* To do *
Starting at the first line of the records below, transcribe each line exactly, ending with the line that contains "--surface:#171b24; --page:#20242c; --text:#f1f3f6;".

* Dataset records *
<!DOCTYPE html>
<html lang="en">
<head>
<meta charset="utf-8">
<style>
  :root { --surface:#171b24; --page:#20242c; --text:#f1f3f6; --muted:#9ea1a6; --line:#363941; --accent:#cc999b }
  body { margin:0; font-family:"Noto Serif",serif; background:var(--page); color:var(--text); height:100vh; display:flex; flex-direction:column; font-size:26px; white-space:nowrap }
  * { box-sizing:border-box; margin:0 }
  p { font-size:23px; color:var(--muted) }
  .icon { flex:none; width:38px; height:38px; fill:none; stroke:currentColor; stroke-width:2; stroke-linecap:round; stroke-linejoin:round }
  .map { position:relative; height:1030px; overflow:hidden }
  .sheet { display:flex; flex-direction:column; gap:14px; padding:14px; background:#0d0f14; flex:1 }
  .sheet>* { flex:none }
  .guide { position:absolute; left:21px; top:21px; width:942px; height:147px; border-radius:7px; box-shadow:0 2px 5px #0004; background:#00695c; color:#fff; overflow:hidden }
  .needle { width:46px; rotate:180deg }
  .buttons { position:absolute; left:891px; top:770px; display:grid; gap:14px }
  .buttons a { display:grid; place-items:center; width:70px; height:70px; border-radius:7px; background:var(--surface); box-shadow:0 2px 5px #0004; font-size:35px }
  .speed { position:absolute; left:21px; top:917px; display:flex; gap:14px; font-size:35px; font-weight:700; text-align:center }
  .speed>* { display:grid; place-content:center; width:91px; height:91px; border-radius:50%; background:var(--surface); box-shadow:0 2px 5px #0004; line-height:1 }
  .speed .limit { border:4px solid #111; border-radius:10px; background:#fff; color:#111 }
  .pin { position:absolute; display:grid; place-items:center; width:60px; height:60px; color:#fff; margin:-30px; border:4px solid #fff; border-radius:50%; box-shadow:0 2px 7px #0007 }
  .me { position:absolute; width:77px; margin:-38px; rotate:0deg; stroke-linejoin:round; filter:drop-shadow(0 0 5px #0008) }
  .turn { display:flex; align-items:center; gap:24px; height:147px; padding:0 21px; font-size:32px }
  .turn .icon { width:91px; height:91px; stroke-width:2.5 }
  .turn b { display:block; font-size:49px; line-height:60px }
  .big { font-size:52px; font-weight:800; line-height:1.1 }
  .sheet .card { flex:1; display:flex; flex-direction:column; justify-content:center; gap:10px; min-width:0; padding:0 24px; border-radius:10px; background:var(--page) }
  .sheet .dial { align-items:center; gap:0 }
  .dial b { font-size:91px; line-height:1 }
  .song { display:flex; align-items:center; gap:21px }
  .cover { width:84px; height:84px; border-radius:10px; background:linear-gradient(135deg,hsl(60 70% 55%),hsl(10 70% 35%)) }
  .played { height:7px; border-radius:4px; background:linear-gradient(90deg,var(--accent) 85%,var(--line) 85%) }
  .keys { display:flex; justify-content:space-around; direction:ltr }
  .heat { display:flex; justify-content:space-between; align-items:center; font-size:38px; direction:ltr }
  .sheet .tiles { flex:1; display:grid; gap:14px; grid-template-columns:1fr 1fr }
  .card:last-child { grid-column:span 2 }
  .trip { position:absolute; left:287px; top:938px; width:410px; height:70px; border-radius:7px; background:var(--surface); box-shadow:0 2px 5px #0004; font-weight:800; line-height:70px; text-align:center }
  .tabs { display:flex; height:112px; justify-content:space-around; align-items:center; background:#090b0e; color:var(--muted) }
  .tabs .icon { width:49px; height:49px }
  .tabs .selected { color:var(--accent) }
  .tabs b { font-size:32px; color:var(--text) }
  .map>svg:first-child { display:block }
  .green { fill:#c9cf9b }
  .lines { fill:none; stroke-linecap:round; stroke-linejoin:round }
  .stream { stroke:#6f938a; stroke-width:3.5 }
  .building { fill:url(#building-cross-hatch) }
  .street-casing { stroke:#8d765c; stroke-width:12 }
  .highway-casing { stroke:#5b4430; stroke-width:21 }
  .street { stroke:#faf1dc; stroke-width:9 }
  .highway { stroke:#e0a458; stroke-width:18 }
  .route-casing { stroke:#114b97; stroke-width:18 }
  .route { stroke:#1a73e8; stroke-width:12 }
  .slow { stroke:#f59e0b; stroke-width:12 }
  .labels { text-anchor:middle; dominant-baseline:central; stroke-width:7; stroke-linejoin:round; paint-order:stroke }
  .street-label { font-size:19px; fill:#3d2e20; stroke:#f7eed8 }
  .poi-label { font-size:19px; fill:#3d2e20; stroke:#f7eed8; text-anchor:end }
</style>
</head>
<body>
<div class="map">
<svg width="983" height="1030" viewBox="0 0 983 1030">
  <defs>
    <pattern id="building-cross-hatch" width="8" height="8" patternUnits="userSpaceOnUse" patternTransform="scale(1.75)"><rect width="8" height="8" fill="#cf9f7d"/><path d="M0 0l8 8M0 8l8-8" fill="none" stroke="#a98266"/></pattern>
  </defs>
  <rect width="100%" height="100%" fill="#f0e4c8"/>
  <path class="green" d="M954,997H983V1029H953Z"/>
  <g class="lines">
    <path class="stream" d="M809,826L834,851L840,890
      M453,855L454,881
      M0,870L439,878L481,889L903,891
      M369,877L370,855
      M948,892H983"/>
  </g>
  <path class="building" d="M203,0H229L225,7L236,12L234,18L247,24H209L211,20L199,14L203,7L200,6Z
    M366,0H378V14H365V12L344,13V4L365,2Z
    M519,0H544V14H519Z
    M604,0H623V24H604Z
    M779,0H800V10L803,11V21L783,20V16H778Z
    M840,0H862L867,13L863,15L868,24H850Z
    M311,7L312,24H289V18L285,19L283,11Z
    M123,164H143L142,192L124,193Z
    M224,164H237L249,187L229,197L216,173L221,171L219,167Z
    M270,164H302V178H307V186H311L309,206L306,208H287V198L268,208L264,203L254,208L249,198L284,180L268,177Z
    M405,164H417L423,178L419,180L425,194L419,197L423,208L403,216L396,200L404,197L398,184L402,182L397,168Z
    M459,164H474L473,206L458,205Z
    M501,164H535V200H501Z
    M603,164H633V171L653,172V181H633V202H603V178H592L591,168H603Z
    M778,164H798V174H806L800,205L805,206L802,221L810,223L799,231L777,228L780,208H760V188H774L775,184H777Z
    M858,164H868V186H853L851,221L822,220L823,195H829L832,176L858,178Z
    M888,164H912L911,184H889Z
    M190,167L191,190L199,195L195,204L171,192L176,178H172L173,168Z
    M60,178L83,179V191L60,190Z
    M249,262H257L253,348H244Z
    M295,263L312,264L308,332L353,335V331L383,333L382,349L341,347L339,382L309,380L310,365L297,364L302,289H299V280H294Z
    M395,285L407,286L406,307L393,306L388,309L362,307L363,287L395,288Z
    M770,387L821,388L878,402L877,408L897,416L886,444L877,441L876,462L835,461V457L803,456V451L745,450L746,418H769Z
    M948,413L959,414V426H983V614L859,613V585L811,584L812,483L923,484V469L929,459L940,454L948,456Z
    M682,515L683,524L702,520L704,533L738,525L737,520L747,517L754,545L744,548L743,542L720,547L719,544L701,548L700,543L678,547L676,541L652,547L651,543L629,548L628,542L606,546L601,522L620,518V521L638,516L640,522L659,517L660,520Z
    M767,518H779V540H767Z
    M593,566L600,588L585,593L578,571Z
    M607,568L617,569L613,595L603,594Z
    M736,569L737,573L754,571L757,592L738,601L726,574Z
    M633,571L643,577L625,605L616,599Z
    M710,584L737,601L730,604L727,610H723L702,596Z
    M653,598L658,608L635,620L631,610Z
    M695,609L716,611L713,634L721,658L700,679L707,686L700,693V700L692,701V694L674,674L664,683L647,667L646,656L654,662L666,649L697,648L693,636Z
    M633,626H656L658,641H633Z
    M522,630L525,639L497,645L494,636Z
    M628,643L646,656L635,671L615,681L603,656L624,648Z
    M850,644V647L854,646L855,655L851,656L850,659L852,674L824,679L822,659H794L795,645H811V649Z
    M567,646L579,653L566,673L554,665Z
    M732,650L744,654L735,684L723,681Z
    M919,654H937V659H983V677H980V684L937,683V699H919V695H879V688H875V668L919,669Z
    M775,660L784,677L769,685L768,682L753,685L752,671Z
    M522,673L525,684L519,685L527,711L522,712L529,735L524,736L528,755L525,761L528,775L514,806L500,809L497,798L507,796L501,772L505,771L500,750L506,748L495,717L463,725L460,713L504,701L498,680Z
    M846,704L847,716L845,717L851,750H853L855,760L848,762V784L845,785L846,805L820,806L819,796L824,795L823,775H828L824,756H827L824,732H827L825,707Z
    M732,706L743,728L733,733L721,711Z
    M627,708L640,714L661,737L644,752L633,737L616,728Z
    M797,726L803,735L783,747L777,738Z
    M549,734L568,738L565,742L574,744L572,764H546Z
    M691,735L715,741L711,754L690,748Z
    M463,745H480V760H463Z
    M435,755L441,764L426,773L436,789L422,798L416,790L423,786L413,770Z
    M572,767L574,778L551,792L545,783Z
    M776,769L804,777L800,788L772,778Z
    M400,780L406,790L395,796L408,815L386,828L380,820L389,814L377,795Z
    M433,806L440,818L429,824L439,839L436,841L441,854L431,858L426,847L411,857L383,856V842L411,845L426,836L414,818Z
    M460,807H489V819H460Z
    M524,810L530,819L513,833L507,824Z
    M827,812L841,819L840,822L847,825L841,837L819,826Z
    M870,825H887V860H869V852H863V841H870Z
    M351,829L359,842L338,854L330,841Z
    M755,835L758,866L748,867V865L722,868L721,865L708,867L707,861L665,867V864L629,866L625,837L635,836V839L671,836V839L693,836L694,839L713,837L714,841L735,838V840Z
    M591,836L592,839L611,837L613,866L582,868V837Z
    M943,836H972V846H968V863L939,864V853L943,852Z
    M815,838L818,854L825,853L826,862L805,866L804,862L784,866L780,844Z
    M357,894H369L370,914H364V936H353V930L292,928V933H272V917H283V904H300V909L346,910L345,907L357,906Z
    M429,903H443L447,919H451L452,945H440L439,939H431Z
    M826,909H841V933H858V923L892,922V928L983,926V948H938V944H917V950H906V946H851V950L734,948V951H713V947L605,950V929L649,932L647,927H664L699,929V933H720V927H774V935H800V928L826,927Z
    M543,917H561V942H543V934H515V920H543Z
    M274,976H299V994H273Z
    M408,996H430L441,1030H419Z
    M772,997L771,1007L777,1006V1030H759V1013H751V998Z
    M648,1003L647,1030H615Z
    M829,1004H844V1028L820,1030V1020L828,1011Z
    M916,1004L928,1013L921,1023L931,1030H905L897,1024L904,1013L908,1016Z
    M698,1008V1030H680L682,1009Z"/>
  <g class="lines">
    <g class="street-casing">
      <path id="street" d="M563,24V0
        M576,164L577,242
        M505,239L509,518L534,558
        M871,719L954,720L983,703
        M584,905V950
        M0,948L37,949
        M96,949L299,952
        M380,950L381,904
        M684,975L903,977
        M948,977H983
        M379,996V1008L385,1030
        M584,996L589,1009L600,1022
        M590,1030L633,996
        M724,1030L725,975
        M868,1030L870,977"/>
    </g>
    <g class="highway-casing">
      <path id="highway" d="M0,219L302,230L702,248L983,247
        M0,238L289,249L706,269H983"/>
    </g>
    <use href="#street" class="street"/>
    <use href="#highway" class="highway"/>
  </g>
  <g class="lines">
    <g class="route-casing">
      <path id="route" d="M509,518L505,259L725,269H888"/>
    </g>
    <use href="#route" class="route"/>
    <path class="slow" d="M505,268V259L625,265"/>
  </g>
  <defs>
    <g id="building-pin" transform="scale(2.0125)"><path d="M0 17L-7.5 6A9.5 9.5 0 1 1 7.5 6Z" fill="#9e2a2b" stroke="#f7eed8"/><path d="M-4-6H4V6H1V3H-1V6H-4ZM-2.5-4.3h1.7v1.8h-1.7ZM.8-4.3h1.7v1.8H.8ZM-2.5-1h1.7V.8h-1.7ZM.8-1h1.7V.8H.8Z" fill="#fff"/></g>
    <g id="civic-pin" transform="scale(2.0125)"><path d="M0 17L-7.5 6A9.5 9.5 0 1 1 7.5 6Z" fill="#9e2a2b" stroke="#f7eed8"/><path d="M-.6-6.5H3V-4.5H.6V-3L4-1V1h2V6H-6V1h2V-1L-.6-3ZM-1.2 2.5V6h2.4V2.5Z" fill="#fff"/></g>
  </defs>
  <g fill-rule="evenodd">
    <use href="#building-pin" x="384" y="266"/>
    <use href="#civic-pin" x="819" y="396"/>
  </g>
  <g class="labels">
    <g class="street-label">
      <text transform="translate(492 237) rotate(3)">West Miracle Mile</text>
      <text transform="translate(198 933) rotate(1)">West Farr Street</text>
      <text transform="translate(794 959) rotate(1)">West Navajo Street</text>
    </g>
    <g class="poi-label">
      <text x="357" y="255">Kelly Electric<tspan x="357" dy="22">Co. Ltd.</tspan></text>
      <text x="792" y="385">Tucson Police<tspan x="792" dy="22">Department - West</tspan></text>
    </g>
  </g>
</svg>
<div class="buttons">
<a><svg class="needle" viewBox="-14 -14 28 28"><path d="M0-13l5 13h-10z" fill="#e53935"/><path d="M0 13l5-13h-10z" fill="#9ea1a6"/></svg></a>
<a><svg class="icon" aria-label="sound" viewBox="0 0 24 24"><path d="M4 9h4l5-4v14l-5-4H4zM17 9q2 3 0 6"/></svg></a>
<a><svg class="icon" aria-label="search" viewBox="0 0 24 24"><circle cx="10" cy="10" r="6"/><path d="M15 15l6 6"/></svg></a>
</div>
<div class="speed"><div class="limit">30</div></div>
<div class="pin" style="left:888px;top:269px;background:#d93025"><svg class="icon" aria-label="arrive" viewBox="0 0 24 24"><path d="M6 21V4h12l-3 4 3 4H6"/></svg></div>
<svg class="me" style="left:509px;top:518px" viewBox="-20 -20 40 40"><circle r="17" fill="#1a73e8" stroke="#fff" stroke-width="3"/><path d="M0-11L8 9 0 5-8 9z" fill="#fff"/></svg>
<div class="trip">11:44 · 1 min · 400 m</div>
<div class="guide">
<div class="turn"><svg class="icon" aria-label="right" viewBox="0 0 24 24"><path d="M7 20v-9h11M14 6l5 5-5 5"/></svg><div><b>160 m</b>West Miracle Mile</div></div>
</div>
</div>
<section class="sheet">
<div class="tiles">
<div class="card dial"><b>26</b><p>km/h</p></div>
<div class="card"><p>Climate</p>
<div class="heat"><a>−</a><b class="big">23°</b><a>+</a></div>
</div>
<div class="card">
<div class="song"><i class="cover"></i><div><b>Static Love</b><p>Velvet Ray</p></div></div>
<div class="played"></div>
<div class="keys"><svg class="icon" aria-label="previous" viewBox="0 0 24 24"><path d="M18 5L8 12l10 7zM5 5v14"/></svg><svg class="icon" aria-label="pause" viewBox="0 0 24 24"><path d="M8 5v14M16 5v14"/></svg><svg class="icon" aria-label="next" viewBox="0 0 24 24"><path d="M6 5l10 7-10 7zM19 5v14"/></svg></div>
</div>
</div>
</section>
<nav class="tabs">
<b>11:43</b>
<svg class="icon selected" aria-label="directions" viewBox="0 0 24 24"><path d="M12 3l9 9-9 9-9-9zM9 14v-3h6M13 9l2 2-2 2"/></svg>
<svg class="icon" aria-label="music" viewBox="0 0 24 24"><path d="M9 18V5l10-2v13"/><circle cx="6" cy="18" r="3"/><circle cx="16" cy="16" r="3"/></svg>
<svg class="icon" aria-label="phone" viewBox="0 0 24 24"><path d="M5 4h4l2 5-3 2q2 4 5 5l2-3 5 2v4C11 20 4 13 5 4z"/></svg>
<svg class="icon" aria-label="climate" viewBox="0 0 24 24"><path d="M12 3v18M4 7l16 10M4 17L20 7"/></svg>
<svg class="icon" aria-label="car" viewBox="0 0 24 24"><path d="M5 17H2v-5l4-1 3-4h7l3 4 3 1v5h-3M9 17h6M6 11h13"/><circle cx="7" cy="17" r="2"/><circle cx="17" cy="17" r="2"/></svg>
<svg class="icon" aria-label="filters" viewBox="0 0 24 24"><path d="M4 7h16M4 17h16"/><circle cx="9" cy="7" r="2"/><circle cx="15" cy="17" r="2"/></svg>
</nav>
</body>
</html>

* Expected output *
<!DOCTYPE html>
<html lang="en">
<head>
<meta charset="utf-8">
<style>
  :root { --surface:#171b24; --page:#20242c; --text:#f1f3f6; --muted:#9ea1a6; --line:#363941; --accent:#cc999b }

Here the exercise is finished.